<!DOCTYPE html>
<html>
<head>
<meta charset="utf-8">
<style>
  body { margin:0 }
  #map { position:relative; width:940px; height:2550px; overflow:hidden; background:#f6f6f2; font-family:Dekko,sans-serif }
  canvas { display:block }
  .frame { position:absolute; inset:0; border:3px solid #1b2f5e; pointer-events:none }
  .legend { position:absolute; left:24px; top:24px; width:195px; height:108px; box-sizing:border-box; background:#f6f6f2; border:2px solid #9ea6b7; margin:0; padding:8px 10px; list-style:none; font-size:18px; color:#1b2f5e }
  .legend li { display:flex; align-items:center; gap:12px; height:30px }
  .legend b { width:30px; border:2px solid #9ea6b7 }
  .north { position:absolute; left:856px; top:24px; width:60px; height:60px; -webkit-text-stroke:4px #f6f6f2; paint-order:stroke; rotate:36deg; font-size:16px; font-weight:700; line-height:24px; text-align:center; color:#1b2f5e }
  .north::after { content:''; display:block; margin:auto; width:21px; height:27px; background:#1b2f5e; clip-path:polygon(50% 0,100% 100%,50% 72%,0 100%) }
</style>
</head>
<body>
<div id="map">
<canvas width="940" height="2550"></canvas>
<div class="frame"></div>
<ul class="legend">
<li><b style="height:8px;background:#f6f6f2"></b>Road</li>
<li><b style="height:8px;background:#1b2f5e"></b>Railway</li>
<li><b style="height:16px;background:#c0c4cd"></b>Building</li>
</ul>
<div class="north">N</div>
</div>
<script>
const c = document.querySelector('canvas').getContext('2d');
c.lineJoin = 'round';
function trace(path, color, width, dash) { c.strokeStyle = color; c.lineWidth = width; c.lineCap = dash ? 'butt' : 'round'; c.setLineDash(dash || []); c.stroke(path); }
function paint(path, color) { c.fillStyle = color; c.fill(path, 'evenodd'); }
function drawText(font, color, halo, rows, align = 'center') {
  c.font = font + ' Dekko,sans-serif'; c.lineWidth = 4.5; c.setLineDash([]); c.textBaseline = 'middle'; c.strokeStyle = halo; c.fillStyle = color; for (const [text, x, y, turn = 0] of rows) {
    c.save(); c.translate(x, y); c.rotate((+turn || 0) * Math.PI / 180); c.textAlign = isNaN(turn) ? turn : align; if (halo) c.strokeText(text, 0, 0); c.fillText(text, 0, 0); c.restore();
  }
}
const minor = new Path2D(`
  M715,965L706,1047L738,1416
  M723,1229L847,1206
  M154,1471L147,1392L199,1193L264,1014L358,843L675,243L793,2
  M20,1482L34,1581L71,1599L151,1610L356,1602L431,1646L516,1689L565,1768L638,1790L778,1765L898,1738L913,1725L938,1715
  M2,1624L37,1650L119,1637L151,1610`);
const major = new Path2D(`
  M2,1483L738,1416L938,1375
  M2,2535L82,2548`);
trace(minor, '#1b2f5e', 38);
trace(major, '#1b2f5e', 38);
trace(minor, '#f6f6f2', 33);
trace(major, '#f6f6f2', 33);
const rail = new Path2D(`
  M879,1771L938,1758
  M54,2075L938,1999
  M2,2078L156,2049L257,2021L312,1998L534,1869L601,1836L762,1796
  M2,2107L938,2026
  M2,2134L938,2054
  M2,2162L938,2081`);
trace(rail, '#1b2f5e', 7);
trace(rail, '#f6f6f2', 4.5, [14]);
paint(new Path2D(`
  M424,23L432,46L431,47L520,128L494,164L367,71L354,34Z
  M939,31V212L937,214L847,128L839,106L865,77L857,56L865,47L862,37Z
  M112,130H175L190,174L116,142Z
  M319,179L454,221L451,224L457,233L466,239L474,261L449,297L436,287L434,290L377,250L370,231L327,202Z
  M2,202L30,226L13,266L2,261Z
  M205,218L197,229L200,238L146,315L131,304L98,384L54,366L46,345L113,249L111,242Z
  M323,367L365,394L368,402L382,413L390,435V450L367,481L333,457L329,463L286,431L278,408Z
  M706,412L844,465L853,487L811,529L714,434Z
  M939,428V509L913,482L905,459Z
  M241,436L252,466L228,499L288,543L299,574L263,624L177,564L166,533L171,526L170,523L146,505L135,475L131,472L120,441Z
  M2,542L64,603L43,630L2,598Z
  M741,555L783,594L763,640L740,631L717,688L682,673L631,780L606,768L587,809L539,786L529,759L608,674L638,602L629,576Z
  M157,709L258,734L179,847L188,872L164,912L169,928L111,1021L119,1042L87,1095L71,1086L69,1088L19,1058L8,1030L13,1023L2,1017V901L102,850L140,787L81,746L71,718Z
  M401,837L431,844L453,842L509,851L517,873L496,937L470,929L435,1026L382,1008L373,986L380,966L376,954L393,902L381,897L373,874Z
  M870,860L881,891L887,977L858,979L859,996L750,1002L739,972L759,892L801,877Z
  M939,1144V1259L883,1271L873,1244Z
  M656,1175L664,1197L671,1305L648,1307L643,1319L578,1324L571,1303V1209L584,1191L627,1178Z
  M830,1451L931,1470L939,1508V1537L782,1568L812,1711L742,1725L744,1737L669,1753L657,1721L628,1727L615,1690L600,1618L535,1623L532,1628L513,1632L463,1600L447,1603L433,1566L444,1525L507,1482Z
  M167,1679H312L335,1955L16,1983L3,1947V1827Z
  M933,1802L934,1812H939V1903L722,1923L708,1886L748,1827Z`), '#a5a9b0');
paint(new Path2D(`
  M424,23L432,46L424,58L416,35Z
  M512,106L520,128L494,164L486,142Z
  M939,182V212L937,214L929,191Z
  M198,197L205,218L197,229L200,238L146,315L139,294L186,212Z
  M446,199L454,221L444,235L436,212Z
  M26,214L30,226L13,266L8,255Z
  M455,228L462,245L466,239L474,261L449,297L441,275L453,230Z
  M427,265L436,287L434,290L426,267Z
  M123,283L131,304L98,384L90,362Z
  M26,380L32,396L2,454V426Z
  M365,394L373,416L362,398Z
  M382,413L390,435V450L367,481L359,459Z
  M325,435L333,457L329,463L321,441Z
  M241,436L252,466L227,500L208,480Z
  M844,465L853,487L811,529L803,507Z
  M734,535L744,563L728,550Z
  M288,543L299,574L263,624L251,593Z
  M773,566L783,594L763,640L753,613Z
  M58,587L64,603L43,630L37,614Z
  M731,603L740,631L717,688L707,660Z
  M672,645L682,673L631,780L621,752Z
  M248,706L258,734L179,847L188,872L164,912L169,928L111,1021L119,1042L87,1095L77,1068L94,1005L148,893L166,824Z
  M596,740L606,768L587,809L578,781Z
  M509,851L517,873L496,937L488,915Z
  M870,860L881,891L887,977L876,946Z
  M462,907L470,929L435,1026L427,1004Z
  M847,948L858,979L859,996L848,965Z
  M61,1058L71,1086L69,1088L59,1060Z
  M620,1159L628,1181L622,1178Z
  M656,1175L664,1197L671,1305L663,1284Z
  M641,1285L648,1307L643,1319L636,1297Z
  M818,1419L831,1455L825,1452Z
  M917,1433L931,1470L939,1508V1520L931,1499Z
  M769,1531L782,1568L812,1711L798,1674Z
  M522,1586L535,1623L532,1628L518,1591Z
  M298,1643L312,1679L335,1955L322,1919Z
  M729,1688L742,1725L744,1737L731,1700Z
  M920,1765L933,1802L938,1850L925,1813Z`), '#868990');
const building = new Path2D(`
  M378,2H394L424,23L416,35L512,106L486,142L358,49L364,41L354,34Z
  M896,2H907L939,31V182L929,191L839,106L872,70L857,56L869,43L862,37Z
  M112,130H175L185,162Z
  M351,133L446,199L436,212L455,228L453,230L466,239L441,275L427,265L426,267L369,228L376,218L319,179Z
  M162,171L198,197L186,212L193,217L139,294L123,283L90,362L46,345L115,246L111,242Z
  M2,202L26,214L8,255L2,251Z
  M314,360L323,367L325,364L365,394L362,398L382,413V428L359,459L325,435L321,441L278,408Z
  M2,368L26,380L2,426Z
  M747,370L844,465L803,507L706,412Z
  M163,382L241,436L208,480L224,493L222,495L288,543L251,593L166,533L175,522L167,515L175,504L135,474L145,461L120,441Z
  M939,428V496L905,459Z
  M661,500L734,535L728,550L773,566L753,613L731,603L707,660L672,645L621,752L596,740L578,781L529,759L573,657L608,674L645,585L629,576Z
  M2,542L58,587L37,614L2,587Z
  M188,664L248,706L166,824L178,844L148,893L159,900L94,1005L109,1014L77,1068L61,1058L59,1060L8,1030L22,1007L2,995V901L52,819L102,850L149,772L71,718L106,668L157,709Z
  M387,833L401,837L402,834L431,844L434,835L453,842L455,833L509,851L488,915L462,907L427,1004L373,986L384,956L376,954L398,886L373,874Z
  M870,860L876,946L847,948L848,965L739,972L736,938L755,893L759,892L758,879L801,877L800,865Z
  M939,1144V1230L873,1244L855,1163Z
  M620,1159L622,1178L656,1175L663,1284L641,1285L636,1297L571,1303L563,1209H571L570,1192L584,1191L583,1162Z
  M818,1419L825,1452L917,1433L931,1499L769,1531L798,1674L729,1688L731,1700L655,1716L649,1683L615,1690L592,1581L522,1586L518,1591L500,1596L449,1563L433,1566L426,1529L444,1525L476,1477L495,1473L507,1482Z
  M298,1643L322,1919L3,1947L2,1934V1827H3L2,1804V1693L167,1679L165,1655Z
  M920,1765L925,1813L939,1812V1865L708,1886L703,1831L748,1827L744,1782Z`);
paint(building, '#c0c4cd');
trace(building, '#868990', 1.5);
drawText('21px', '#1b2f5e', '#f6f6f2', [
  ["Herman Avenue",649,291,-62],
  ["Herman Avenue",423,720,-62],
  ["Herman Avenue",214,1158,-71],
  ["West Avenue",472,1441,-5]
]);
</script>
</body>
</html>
━━━━━━━━━━━━━━━━
If a line in the records contains the word "strokeStyle", copy it out.

ANSWER FOR THE TASK:
function trace(path, color, width, dash) { c.strokeStyle = color; c.lineWidth = width; c.lineCap = dash ? 'butt' : 'round'; c.setLineDash(dash || []); c.stroke(path); }
  c.font = font + ' Dekko,sans-serif'; c.lineWidth = 4.5; c.setLineDash([]); c.textBaseline = 'middle'; c.strokeStyle = halo; c.fillStyle = color; for (const [text, x, y, turn = 0] of rows) {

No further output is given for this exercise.